The matter becomes somewhat clearer when Rāma states that he is acting on behalf of Bharata and the righteous Ikṣvāku kings who hold dominion over the earth. There can be no violations of dharma under their jurisdiction. The functions of a king include the meting out of punishments (danḍa), the nurturing of dharma and the righteous organization of society. Rāma is attempting to fulfil those functions in this case. He is compelled to act as a righteous king, no matter how specious his arguments may be for doing so.
Rāma’s unjustified rejection of the chaste and virtuous Sītā, not once, but twice, is as problematic as the episode with Vālī. Through no fault of her own, Sītā is abducted and imprisoned by Rāvaṇa. When the war to r
eclaim her is over, Rāma humiliates Sītā, first by calling her out in public, and then by saying that he has no use for her any more, that the war was fought to salvage the honour of his clan. Sītā walks into the fire but is rescued by the fire god who vouches for her innocence and chastity. At this point, all the gods appear and tell Rāma who he really is. Rāma takes Sītā back because the gods tell him to and also, he says, because he had always believed in her innocence but wanted to prove it to the common people.

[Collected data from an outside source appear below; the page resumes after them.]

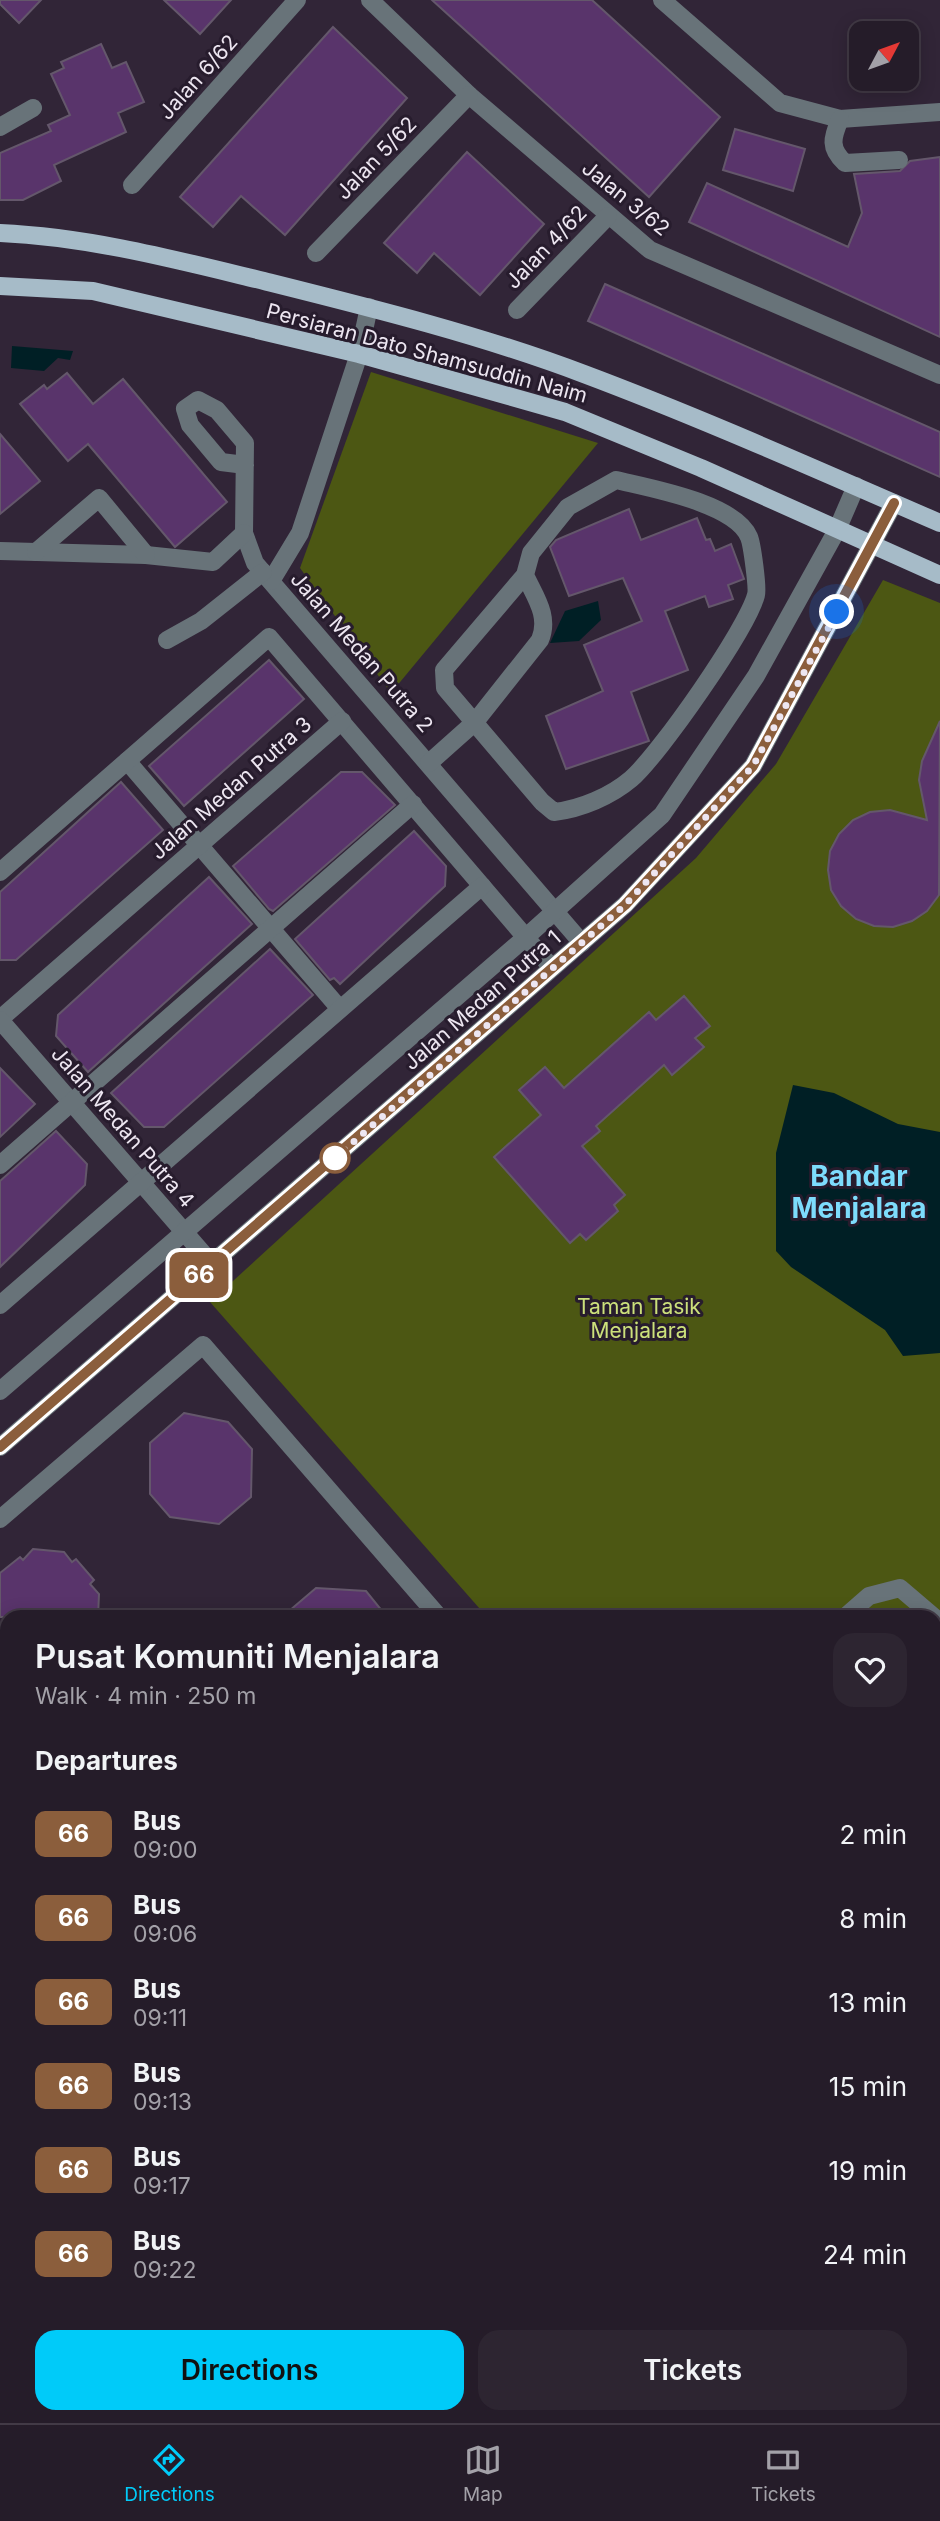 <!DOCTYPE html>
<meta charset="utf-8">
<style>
body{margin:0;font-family:Inter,sans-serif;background:#2d2531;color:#f1f3f6;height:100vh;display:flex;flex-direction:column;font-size:26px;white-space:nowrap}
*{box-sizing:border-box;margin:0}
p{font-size:23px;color:#a3a1a8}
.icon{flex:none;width:38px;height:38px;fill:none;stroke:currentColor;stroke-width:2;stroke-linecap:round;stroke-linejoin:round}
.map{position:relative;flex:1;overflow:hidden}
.details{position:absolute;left:0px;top:1610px;width:942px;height:814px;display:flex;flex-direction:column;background:#251c29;border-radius:21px 21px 0 0;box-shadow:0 4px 18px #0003,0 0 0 2px #423a46}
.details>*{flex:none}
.badge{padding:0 14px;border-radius:10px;font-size:24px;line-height:46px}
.needle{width:46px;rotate:49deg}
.tools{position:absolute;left:849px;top:21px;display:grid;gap:14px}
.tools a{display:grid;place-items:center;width:70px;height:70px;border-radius:14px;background:#251c29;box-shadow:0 4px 18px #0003,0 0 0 2px #423a46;font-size:35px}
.you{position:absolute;width:35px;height:35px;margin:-18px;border:5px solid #fff;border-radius:50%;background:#1a73e8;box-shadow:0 0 0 10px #1a73e833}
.map>.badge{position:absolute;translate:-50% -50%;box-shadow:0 0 0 4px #fff}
h2{padding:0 35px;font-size:26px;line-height:63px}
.round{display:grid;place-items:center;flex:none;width:74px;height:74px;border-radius:21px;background:#2d2531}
.summary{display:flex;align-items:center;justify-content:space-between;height:119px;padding:0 35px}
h1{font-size:33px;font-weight:600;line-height:52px}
.cta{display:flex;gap:14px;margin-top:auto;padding:14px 35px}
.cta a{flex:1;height:80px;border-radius:21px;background:#00cbf9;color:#111;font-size:28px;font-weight:600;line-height:80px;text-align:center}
.cta a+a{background:#2d2531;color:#f1f3f6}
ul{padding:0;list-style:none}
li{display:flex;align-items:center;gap:21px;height:84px;padding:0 35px}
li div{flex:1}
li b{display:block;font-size:26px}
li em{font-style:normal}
li .badge{min-width:77px;font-weight:700;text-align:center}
.menu{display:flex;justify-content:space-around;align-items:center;height:98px;border-top:2px solid #423a46;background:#251c29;font-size:19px;color:#a3a1a8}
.menu a{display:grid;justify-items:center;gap:4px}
.menu .current{color:#00cbf9}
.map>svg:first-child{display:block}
</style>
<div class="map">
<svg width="940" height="2423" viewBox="0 0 940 2423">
<rect width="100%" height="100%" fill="#312537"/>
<g fill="#4c5713">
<polygon points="371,372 598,443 391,693 300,568"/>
<polygon points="883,580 940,603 940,1614 934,1617 487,1617 210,1302 696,858 776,764"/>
</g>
<g fill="#001f25">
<polygon points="12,346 73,351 70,360 58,358 44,371 11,368"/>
<polygon points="598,601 601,620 579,641 550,643 565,611"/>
<polygon points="793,1085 834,1093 898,1124 940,1132 940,1353 903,1356 885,1330 791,1267 776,1251 776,1153"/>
</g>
<g fill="#59346b" stroke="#64576b" stroke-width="2">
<polygon points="0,0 41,0 19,23 0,4"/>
<polygon points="164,0 231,0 200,34"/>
<polygon points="432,0 592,0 720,117 649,197"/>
<polygon points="333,27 407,98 285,235 241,196 213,227 180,197"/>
<polygon points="101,44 112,68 126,62 144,102 118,113 126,132 54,165 61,181 23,200 0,200 0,153 51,131 48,125 70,115 51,74 64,68 61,62"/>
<polygon points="735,129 805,149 793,191 723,170"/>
<polygon points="467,152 544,224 480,295 434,253 417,273 384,243"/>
<polygon points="940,157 940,337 689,222 707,183 848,247 862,213 854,174 900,171 910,161"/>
<polygon points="605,284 940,432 940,477 588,321"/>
<polygon points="67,373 93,404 123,379 227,502 175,547 88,444 68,461 20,404 44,385 47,389"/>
<polygon points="0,434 40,481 0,514"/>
<polygon points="629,509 641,540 697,518 706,540 710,539 715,551 731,544 744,579 728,585 733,599 709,607 705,596 665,611 688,670 631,692 649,741 566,769 546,716 603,691 584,645 642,621 623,578 569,596 550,547 556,540"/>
<polygon points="269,660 304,699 184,806 149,766"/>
<polygon points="940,721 939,895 927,911 912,921 893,927 874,926 856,919 841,906 831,890 828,870 830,851 839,834 853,820 870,812 890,810 927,820 919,780 922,761"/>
<polygon points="341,772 362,772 395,805 273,911 269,909 233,866"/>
<polygon points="121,782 163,830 16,960 0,960 0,892"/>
<polygon points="414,831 446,866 445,886 340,984 334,978 330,980 295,939"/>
<polygon points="209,877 252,924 88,1072 56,1036 58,1015"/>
<polygon points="270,949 313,995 164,1127 144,1127 111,1093"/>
<polygon points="684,996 710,1026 695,1038 704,1047 672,1075 664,1065 596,1126 600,1131 582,1146 625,1195 614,1205 618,1211 586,1240 580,1234 570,1243 494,1157 541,1115 519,1090 545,1067 564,1088 649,1012 656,1020"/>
<polygon points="0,1068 35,1104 0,1137"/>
<polygon points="56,1131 87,1164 85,1185 0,1267 0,1181"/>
<polygon points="184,1413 228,1422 252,1449 251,1497 219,1524 170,1517 150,1494 150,1443"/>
<polygon points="33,1549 64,1552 72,1562 76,1559 94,1580 90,1584 99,1594 98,1617 0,1617 0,1573 20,1557 23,1560"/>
<polygon points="316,1588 366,1591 387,1617 282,1617"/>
</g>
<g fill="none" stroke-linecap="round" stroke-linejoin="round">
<polyline stroke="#928997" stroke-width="3.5" stroke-dasharray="5 3.5" stroke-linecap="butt" points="0,2094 7,2102"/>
<g stroke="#687379" stroke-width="18">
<polyline points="370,0 469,95 650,250 940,375"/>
<polyline points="662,0 780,103 840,119 940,112"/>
<path d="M840 119C832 138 829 148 845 163L899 160"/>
<polyline points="0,127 33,108"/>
<polyline points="132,185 297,0"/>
<polyline points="316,253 469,95"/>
<polyline points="517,310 608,216"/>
<polyline points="245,465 221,462 190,425 185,409 198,400 217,410 245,443 244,533 255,563 582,943"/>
<polyline points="0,551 146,555 213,562 244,533"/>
<polyline points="36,552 99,498 146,555"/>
<polyline points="271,581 300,533 359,354 369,307"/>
<polyline points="167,640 201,621 263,572"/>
<polyline points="127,761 340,1009"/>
<path d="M429 763 475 722 540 640C550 616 535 597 525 575L531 553 568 507 616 480C649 488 735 503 749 537 752 544 758 588 756 595 747 629 659 755 631 779 611 796 581 809 554 812L542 802 445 688 444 670 525 575"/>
<polyline points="0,872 269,637 552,968"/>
<polyline points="0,1019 342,721"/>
<polyline points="0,1020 212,1264"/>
<polyline points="0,1165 413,804"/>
<polyline points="0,1305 482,886"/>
<polyline points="0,1391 525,938 662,815 756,676 837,530 856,486"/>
<polyline points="0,1447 625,905 753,766 894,503"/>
<polyline points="0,1519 203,1345 439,1617"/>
<polyline points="845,1617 869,1596 900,1588 934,1617"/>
<polyline points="934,1648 940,1643"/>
<polyline points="934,1731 940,1726"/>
<polyline points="934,1758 940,1764"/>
<polyline points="0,1880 7,1889"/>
<polyline points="934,1884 940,1880"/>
<polyline points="0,2023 7,2030"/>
<polyline points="934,2132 940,2138"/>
<polyline points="934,2339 940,2345"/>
<polyline points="465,2417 471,2423"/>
<polyline points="749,2417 754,2423"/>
</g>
<g stroke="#a6bbc8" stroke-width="18">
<path d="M0 233C90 237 177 260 264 281 372 308 481 335 584 374 704 419 822 472 940 523"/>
<polyline points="0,286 93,291 359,354 565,412 701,468 940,575"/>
<polyline points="0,2132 7,2140"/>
<polyline points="0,2194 7,2202"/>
<polyline points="200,2417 206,2423"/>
<polyline points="257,2417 263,2423"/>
</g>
</g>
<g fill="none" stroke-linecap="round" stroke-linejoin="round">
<g stroke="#fff" stroke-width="16">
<polyline id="line" points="0,1447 625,905 753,766 894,503"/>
</g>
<use href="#line" stroke="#8b5e3c" stroke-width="10"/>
<polyline stroke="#ede6f1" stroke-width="7" stroke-dasharray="0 12.6" points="335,1158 625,905 753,766 837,612"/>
</g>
<circle fill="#fff" stroke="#8b5e3c" stroke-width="3.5" cx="335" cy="1158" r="14"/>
<g text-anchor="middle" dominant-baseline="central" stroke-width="6" stroke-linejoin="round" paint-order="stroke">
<g font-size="21" fill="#ede6f1" stroke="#271c2d">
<text transform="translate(198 77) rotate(-48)">Jalan 6/62</text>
<text transform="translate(376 158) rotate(-46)">Jalan 5/62</text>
<text transform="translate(626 198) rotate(39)">Jalan 3/62</text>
<text transform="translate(546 247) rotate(-46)">Jalan 4/62</text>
<text transform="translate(427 353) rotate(15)">Persiaran Dato Shamsuddin Naim</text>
<text transform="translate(362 652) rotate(49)">Jalan Medan Putra 2</text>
<text transform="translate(231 788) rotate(-41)">Jalan Medan Putra 3</text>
<text transform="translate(482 1000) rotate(-41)">Jalan Medan Putra 1</text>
<text transform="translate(123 1127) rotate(49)">Jalan Medan Putra 4</text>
</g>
<g font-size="21" fill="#cce07b" stroke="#271c2d">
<text x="639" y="1306">Taman Tasik<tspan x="639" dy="24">Menjalara</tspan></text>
</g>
<g font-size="28" font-weight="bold" fill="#7ddcfc" stroke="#271c2d">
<text x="859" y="1176">Bandar<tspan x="859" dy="32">Menjalara</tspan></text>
</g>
</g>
</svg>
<div class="tools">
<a><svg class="needle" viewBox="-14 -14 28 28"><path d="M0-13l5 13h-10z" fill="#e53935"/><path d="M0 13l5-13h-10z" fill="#a3a1a8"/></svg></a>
</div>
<div class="you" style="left:837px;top:612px"></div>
<b class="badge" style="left:199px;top:1275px;background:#8b5e3c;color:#fff">66</b>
<section class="details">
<div class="summary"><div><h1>Pusat Komuniti Menjalara</h1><p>Walk · 4 min · 250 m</p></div><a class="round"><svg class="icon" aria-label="heart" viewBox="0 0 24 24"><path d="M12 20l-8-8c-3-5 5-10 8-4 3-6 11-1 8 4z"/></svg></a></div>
<h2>Departures</h2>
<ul>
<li><span class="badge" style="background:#8b5e3c;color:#fff">66</span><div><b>Bus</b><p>09:00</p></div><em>2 min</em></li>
<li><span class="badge" style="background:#8b5e3c;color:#fff">66</span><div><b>Bus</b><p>09:06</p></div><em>8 min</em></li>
<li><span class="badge" style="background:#8b5e3c;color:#fff">66</span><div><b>Bus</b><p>09:11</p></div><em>13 min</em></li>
<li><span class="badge" style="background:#8b5e3c;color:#fff">66</span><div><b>Bus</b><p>09:13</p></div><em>15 min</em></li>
<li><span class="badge" style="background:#8b5e3c;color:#fff">66</span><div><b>Bus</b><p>09:17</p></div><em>19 min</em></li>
<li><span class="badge" style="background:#8b5e3c;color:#fff">66</span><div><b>Bus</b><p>09:22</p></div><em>24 min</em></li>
</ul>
<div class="cta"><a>Directions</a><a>Tickets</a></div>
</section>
</div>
<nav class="menu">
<a class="current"><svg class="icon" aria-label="directions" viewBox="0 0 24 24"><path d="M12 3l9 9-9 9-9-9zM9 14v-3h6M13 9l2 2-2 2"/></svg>Directions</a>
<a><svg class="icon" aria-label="map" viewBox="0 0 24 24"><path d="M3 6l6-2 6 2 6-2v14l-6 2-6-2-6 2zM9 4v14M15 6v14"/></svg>Map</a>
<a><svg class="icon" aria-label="tickets" viewBox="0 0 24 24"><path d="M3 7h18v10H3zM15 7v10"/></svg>Tickets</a>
</nav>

Later, after they have lived happily in Ayodhyā for many years, Rāma hears that the people still doubt Sītā. He decides that he must banish her from the kingdom because he cannot allow gossip and scandal to tarnish his reputation.
Once again, in both cases of rejection, Rāma plays the part of the righteous king who must always be above reproach. Anything or anyone connected with him must be equally so. Rāma has to sacrifice his personal feelings about Sītā in order to uphold dharma, as he had to do earlier when his father exiled him to the forest for fourteen years. It is here that the epic trope of the hero’s personal destiny being inextricably linked with the plan of the gods is most clearly visible. But Rāma as a human hero proves equal to the task. Even though he is not always aware of his divinity, he acts in accordance with a higher law, dharma, which is divinely sanctioned and it is his duty, as a king (albeit in waiting), to uphold.